48 hours later, the supernatant of the T-75 flasks were removed. The cells were then trypsinized and centrifuged to form a cell pellet. The cell pellet was transferred to 0.66mL 0.5M Na2CO3 for cell lysis. These samples were then hand homogenized using a douncer for 10 strokes. Lysis underwent further homogenization 30 times with a 27 gauge syringe. The samples then experienced either 0% or 10% ultrasonic homogenization. Equal parts of 0.66mL 90% sucrose 1M MES (20% glycerol, 150 mM NaCl, 2 mM EDTA, 25 mM MES; pH 6.5) solution was incorporated to create a final volume of 1.32mL 45% sucrose solution at 0.5M MES and 250mM Na2CO3 concentrations. Additional layers of 1.32mL 35% sucrose and 1.32mL 5% sucrose were meticulously added to the 45% sucrose cell lysis solution which formed interfaces at each layer in 12mm x 75mm ultracentrifugation tubes.
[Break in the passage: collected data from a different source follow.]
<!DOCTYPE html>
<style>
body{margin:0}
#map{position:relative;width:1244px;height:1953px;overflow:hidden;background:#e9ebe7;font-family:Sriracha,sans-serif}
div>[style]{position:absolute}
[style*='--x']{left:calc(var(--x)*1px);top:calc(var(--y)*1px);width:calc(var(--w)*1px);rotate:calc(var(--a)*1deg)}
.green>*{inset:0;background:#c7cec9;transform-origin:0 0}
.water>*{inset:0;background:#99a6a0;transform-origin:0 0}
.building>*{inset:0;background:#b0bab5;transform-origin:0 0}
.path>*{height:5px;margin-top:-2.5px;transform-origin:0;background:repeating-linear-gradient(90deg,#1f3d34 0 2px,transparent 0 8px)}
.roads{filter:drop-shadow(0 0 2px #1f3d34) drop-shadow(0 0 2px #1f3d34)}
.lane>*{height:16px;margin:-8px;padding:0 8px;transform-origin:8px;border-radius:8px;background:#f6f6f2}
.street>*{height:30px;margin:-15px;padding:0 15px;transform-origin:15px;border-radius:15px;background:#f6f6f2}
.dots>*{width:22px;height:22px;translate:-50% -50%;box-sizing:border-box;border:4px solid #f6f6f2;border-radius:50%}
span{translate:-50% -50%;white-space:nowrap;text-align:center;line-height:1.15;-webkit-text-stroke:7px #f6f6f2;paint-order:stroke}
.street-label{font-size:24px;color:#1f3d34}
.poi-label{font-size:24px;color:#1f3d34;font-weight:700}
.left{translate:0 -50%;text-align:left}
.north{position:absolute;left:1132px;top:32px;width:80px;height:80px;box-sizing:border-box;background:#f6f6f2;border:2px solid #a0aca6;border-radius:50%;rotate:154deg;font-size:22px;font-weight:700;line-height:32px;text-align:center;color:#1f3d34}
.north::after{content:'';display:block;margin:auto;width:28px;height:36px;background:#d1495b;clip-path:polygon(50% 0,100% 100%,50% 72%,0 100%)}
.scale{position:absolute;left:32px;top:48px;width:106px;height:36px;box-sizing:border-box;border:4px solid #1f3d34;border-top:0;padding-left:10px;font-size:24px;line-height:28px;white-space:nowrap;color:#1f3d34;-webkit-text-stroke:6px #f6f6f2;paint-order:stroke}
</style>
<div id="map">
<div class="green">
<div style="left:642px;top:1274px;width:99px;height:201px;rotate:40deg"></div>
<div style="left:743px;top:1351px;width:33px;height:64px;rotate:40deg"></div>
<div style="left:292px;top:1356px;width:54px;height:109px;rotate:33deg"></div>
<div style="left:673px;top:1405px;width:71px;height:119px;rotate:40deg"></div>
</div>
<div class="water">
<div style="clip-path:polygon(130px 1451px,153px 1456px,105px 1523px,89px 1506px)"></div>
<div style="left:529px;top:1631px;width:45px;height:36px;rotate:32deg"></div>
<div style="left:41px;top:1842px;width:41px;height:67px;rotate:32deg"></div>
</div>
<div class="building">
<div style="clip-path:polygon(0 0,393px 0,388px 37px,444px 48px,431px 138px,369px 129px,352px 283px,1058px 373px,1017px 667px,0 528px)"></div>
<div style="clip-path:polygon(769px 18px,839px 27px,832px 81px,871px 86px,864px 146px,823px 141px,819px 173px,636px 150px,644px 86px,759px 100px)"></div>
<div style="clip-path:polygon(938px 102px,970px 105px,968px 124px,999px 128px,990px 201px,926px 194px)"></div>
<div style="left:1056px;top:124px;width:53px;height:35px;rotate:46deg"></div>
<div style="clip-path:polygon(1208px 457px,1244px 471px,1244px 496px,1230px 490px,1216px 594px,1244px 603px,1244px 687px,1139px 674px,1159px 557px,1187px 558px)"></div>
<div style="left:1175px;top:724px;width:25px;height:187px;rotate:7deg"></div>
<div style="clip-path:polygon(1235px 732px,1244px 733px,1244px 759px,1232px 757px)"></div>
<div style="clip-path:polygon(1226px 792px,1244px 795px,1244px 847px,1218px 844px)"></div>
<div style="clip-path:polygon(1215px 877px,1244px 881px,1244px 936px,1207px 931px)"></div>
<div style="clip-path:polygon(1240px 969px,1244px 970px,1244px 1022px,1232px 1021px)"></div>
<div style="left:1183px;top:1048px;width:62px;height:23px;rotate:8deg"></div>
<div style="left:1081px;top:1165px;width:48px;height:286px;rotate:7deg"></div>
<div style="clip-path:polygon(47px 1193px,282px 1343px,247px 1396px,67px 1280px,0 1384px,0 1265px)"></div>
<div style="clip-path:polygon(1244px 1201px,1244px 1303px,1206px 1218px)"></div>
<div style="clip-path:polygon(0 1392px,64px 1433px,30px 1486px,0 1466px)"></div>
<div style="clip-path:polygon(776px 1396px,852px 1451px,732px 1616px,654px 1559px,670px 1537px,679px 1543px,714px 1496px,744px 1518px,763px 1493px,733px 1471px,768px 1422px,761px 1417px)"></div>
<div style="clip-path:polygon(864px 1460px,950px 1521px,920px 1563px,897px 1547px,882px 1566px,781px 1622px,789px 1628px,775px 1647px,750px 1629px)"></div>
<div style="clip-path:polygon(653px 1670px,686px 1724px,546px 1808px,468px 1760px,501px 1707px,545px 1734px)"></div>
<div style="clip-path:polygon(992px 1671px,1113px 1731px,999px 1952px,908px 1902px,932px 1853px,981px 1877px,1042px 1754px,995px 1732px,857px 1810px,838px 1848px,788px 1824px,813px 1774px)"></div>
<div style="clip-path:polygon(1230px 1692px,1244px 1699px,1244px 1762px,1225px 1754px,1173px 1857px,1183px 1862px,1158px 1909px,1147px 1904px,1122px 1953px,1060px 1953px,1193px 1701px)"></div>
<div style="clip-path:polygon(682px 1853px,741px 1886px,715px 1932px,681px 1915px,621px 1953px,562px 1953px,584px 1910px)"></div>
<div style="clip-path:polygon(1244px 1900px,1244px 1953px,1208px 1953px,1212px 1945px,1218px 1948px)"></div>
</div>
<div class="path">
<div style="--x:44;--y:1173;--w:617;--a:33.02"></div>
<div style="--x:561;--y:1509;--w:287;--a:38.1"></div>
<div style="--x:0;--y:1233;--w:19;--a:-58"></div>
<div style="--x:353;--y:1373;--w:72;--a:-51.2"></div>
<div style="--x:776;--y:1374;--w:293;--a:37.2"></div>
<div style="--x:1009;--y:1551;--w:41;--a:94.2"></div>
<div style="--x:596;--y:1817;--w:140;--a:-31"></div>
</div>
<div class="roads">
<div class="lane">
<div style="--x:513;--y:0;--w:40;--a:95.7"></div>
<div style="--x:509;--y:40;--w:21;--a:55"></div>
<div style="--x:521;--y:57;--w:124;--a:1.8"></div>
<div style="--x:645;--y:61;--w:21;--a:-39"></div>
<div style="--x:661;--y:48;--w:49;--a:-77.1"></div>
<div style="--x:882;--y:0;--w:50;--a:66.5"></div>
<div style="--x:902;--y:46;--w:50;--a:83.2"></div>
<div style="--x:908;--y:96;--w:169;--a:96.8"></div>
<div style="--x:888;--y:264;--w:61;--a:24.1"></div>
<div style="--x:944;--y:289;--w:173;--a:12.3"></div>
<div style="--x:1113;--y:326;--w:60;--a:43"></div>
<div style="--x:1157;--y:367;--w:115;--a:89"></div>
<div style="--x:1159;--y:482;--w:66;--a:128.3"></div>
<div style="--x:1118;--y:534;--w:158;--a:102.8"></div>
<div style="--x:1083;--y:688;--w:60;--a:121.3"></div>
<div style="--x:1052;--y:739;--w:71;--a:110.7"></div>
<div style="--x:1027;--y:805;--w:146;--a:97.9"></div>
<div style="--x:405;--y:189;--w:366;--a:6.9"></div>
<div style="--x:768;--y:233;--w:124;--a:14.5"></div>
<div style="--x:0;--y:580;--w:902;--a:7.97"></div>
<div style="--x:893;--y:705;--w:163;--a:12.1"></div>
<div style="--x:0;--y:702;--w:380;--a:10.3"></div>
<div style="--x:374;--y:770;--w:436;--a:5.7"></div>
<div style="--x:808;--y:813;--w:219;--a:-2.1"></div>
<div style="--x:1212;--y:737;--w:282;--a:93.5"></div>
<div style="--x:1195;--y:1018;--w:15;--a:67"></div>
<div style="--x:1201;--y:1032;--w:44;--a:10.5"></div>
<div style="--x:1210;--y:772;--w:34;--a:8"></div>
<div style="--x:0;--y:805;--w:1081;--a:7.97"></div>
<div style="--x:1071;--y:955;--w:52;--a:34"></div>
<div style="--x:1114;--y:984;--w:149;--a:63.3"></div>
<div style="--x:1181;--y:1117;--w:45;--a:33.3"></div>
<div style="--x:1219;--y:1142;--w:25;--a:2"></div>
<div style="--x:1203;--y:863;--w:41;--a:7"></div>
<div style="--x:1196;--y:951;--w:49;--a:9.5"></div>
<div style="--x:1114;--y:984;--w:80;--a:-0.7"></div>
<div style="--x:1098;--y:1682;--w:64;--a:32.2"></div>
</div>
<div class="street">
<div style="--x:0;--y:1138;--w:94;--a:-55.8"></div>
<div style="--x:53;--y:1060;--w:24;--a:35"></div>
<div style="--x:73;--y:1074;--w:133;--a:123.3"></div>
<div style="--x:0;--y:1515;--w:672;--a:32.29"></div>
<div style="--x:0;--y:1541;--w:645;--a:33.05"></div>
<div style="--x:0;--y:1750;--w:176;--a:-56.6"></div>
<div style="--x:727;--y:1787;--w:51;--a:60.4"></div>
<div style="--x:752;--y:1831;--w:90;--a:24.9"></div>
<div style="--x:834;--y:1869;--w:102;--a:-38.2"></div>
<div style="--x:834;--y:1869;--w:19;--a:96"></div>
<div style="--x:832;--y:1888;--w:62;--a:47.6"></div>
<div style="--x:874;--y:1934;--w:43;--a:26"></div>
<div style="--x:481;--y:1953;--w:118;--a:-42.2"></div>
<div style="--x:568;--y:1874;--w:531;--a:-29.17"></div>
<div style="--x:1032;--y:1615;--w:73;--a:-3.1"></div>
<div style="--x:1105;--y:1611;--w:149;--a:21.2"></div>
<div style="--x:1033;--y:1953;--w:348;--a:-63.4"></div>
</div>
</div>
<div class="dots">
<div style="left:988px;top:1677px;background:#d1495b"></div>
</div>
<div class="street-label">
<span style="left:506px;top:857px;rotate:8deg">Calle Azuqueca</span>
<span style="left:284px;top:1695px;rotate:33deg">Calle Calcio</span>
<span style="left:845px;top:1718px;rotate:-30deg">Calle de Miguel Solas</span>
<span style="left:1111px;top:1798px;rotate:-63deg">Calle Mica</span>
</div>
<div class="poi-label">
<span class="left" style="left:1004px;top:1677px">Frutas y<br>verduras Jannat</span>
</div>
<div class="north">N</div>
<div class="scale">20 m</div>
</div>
Treatments were then ultracentrifuged for a period of 24 hours at 250,000 xg at 4ºC utilizing a SW-60 Beckman rotor in-vacuum.
Protein Isolation:
Once centrifugation was finished, 400 µL aliquots were removed beginning from the top of the ultracentrifugation tube and then pipette into 10 marked 1.7mL eppe tubes. Ten equal fractions were collected and an aliquot of each fraction was subjected to SDS-PAGE and western blotting. A 200 µL aliquot was put in 10 new eppe tubes from each sample. Next, 200µL of trichloroacetic acid (TCA) was combined to each sample and then protein was isolated overnight at 4ºC. These samples were centrifuged at 20,000 xg for 10 minutes at 4ºC. They were then washed 2 times in ice cold acetone. Samples were reconstituted in 15µL 1x loading buffer to prepare them for western blot analysis.
Western Blot Analysis:
Pre-cast 10% Bis-Tris NuPage western blot gels were loaded with both 5 µL pre-stain biotinylated ladder and horse radish peroxide (HRP) ladder. Then fractions 1-10 of the gel were loaded with 15 µL of isolated protein samples which had already been prepared. The gel was then run for a period of 1 hour and 15 minutes at 140V. After, proteins from the gel were transferred to PvDF membranes through the use of a transfer module at 25V for 1 hour and 15 minutes. These membranes were washed 5 times with 1x TBS-t. They were then blocked with 5% non-fat dry milk for 1 hour. Membranes were probed with primary antibodies for flotillin and caveolin, two proteins which are associated with lipid microdomains. The primary antibodies were allowed to remain overnight at 4ºC. Membranes were washed 5 times in 1x TBS-t. A secondary anti-rabbit antibody was then added for 1 hour at 25ºC. After 1 hour, ultrasensitive chemoluminescence was applied which allowed for the visualization of flotillin and caveolin through the use of a Bio-Rad Versa-Doc imager. Protein density for flotillin and caveolin was quantitated using ImageJ software.